[Start of Attachment]

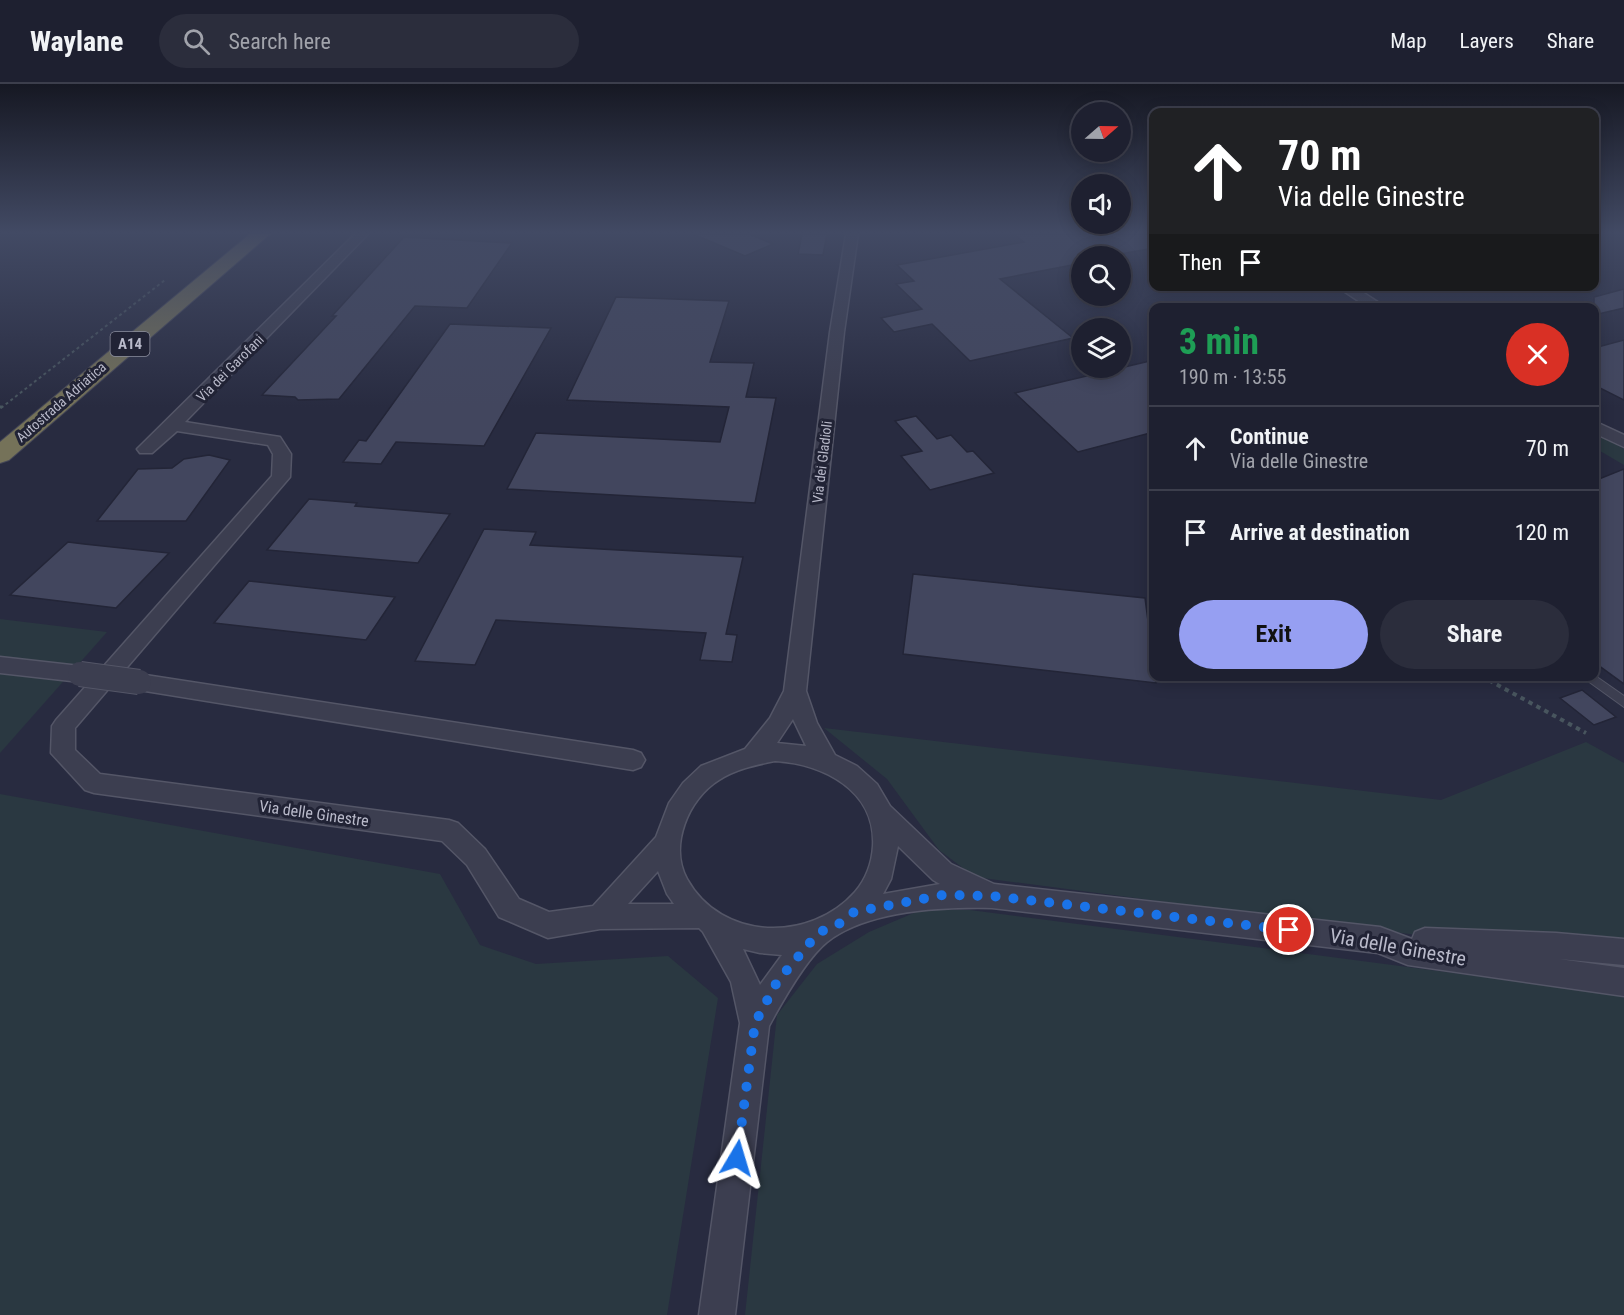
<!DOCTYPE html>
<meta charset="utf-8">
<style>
:root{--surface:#1e2030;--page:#2b2d3c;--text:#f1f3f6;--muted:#a1a3ab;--line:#3c3e4c;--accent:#969ff2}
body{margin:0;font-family:"Roboto Condensed",sans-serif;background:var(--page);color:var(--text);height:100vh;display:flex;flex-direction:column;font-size:22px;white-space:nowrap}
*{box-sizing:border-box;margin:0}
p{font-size:20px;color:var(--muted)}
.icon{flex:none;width:33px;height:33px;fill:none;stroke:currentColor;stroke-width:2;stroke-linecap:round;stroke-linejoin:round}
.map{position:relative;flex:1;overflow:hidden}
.sheet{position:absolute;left:1149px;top:219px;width:450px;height:378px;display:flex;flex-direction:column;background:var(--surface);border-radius:12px;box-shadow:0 3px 15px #0003,0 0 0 2px var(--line)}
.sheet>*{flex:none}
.guide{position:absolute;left:1149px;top:24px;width:450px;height:183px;border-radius:12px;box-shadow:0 3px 15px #0003,0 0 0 2px var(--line);background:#202124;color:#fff;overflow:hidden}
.needle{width:39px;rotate:70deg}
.fabs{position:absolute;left:1071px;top:18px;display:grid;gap:12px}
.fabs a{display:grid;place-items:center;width:60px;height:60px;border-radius:50%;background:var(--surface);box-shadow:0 3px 15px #0003,0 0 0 2px var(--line);font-size:30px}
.pin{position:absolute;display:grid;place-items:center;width:51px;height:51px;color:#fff;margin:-26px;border:3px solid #fff;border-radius:50%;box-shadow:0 2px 6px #0007}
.me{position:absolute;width:66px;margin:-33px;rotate:7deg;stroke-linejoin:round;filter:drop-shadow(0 0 4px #0008)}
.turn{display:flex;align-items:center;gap:21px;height:126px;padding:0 30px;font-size:27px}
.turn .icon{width:78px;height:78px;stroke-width:2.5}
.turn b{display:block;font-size:42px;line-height:51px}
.then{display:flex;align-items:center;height:57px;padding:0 30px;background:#0003;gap:12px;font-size:22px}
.round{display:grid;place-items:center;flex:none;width:63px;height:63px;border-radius:32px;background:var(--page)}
.summary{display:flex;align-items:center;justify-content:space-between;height:102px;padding:0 30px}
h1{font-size:36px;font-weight:700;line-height:45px;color:#1e9e55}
.primary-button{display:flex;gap:12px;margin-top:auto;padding:12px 30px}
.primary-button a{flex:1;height:69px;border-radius:36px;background:var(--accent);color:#111;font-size:24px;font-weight:700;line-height:69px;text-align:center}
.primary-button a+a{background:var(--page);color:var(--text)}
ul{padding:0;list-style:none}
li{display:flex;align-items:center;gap:18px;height:84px;padding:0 30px;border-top:2px solid var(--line)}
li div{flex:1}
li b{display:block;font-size:22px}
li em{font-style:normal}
header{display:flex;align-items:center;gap:36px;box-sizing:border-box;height:84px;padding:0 30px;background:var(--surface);border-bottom:2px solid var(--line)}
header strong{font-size:28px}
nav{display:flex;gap:33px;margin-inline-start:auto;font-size:21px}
.search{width:420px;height:54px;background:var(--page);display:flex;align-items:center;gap:15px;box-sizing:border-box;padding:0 21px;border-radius:33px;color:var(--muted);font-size:22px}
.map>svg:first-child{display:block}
.green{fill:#2a3841}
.building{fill:#42465e;stroke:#232537;stroke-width:1.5}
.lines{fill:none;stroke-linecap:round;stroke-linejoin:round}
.service-casing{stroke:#545667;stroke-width:2}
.minor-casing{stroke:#545667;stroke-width:3}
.motorway-casing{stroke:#444657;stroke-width:2}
.path-far2{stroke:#48555e;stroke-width:2;stroke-dasharray:3 3;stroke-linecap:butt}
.path-far1{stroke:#48555e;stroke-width:3;stroke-dasharray:4 4;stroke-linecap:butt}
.path{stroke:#48555e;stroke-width:4;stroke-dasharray:4.5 4.5;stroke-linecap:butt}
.service{fill:#3c3e50;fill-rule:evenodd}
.minor{fill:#3c3e50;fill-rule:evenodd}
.motorway{fill:#757259;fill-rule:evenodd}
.minor-bridge-casing{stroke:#545667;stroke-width:26;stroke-linecap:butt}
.minor-bridge{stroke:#3c3e50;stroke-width:24}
.route{stroke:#1a73e8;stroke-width:10;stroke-dasharray:0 18}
.labels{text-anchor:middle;stroke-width:6;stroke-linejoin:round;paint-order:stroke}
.far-street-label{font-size:14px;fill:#b9baca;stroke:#212335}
.shield{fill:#212335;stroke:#8b8d9d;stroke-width:1.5}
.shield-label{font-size:15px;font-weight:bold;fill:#b9baca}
.street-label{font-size:16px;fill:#b9baca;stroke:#212335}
.near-street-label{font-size:20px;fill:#b9baca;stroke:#212335}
</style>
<header>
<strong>Waylane</strong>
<div class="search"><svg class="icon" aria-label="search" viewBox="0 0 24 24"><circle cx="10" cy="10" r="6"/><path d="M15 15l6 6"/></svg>Search here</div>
<nav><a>Map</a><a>Layers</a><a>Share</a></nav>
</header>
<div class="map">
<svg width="1624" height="1231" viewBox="0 0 1624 1231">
<rect width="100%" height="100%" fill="#282b40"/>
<!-- green -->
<g class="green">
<polygon points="1595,348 1624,365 1624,381 1595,364"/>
<polygon points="0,535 107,548 0,669"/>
<polygon points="824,644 1441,716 1586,658 1624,679 1624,878 975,793 939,766 887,695"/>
<polygon points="0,710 440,790 480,861 536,880 668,872 718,914 667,1231 0,1231"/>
<polygon points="923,825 970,826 1615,910 1624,914 1624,1231 745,1231 777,931 817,880 869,848"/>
</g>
<!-- building -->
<g class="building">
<polygon points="693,150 749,150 773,160 745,172"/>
<polygon points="802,150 827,150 823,171 798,170"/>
<polygon points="1014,150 1154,150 1154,164 1109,172 1082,172 1082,178 1072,181 1000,195 1073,254 970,277 932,240 894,248 881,234 922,225 896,200 914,197 897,181 1024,158"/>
<polygon points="404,153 512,159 467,224 415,222 339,315 298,316 295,313 262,311 336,232 332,232"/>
<polygon points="1624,205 1624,224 1594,231 1594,213"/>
<polygon points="616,213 729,217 710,278 754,279 746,313 776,314 755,419 507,405 536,349 720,358 729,323 567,316"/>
<polygon points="450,240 551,244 484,362 396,358 381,380 343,378 359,356 366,357"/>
<polygon points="1624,256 1624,316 1594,301 1594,264"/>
<polygon points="1154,276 1154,348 1078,368 1015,309"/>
<polygon points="916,332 937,355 951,351 967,368 973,367 994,389 930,406 901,372 922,367 895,337"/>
<polygon points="209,371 230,376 186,437 97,437 138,385 172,384 184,375"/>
<polygon points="1624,385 1624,600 1594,578 1594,397"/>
<polygon points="309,415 357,419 355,422 450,430 418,479 267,466"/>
<polygon points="484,445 536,448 530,461 743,473 726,550 737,551 732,578 700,576 706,549 496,536 475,581 415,577"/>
<polygon points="68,458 84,460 169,469 116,524 10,511"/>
<polygon points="913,490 1145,514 1156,599 903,570"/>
<polygon points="249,497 395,513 366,556 214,539"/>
<polygon points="1582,606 1616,633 1594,641 1560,614"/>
</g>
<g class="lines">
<!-- service casing -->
<g class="service-casing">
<polygon id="service" points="1594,591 1624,612 1624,623 1581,592"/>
</g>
<!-- minor casing -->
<g class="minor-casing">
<g id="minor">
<path d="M 355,150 L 368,150 L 185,338 L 280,353 L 291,370 L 290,393 L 75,644 L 75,666 L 100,690 L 449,736 L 458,739 L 485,765 L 519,815 L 549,828 L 593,822 L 656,753 L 669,719 L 683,699 L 701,682 L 745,665 L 770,634 L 784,607 L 830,248 L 846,150 L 858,150 L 844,248 L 806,607 L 817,639 L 835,671 L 857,682 L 877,700 L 890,722 L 951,780 L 994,800 L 1380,843 L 1412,855 L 1415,848 L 1425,844 L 1556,849 L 1624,855 L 1624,881 L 1559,875 L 1624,884 L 1624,912 L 1408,881 L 1378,869 L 992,824 C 941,823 868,826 827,858 C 806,875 782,918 769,942 L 735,1231 L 699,1231 L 740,939 L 731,898 L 703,848 L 699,844 L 600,845 L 548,854 L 499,833 L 467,781 L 442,757 L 94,709 L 85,706 L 51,669 L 52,642 L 56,636 L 272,392 L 273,370 L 268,361 L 177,347 L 152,369 L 140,369 L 137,365 ZM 793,635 L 806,662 L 777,659 ZM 775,677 C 823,680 876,706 873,762 C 872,779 866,795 855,808 C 811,858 722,858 687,795 C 669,762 688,715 719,696 C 736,685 756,681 775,677 ZM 898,762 L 933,796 L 940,800 L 883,810 L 891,795 ZM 658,787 L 667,810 L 674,820 L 628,820 ZM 743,865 L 760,869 L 782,871 L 760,901 Z"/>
<polygon points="1336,202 1353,202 1387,224 1369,224"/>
<polygon points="1594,337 1624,351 1624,363 1594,349"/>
<polygon points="0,573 80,582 88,584 91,590 88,596 80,598 0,589"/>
<polygon points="139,590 633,666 641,669 645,676 641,683 633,686 139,606 131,604 128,598 131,592"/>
</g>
</g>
<!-- motorway casing -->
<g class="motorway-casing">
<polygon id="motorway" points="250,150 270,150 9,376 0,379 0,358"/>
</g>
<!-- path-far2 -->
<polyline class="path-far2" points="1,324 165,196"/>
<!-- path-far1 -->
<polyline class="path-far1" points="0,324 2,322"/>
<!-- path -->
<polyline class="path" points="1481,592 1586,649"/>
<!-- service -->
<use href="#service" class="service"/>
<!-- minor -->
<use href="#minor" class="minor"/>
<!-- motorway -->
<use href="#motorway" class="motorway"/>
<!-- minor-bridge casing -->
<g class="minor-bridge-casing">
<polyline id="minor-bridge" points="80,590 139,598"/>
</g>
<!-- minor-bridge -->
<use href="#minor-bridge" class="minor-bridge"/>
</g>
<!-- sky -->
<linearGradient id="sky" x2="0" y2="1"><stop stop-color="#161823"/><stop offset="0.46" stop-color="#424a64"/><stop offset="1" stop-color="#424a64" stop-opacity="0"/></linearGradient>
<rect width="1624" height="323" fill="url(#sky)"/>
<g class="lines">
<!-- route -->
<polyline class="route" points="737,1074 755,939 777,898 818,849 843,838 854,828 943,811 992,812 1289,846"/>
</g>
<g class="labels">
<!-- far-street labels -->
<g class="far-street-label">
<text transform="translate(230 284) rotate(-45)" y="5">Via dei Garofani</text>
<text transform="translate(61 318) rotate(-41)" y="5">Autostrada Adriatica</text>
<text transform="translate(822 378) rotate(-83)" y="5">Via dei Gladioli</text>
</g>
<!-- shield labels -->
<rect class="shield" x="110.5" y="248" width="39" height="24" rx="4.5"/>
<g class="shield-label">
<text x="130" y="265">A14</text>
</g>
<!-- street labels -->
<g class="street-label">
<text transform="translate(314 729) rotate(8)" y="6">Via delle Ginestre</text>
</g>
<!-- near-street labels -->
<g class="near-street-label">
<text transform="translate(1398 863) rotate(10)" y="7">Via delle Ginestre</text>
</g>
</g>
</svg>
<div class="fabs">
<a><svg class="needle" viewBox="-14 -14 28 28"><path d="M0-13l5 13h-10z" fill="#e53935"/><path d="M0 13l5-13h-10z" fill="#a1a3ab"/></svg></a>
<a><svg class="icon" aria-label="sound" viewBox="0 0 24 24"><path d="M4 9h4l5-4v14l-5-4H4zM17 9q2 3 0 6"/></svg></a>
<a><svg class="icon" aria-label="search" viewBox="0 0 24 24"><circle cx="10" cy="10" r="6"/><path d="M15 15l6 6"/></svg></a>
<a><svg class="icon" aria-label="layers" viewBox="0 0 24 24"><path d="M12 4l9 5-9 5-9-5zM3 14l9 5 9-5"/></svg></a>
</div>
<div class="pin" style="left:1289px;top:846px;background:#d93025"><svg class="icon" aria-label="arrive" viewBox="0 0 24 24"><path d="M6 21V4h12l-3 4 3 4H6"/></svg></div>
<svg class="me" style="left:737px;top:1074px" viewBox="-20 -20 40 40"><path d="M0-17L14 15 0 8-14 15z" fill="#1a73e8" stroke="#fff" stroke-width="4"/></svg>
<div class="guide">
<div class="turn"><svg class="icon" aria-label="ahead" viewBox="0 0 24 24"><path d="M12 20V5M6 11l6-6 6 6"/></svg><div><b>70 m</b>Via delle Ginestre</div></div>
<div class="then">Then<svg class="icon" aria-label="arrive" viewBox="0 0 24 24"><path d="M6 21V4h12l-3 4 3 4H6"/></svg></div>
</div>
<section class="sheet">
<div class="summary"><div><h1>3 min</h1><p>190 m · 13:55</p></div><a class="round" style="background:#d93025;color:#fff"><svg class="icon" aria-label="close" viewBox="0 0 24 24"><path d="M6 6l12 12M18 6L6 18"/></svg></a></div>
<ul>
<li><svg class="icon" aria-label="ahead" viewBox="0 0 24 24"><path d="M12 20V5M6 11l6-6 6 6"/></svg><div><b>Continue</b><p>Via delle Ginestre</p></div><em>70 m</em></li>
<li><svg class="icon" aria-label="arrive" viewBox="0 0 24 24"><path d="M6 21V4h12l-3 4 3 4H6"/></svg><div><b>Arrive at destination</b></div><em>120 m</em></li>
</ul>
<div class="primary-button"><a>Exit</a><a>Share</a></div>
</section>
</div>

[End of Attachment]

● What you need to do
Sift through the entries and copy every line with "hidden".

● Answer space
.map{position:relative;flex:1;overflow:hidden}
.guide{position:absolute;left:1149px;top:24px;width:450px;height:183px;border-radius:12px;box-shadow:0 3px 15px #0003,0 0 0 2px var(--line);background:#202124;color:#fff;overflow:hidden}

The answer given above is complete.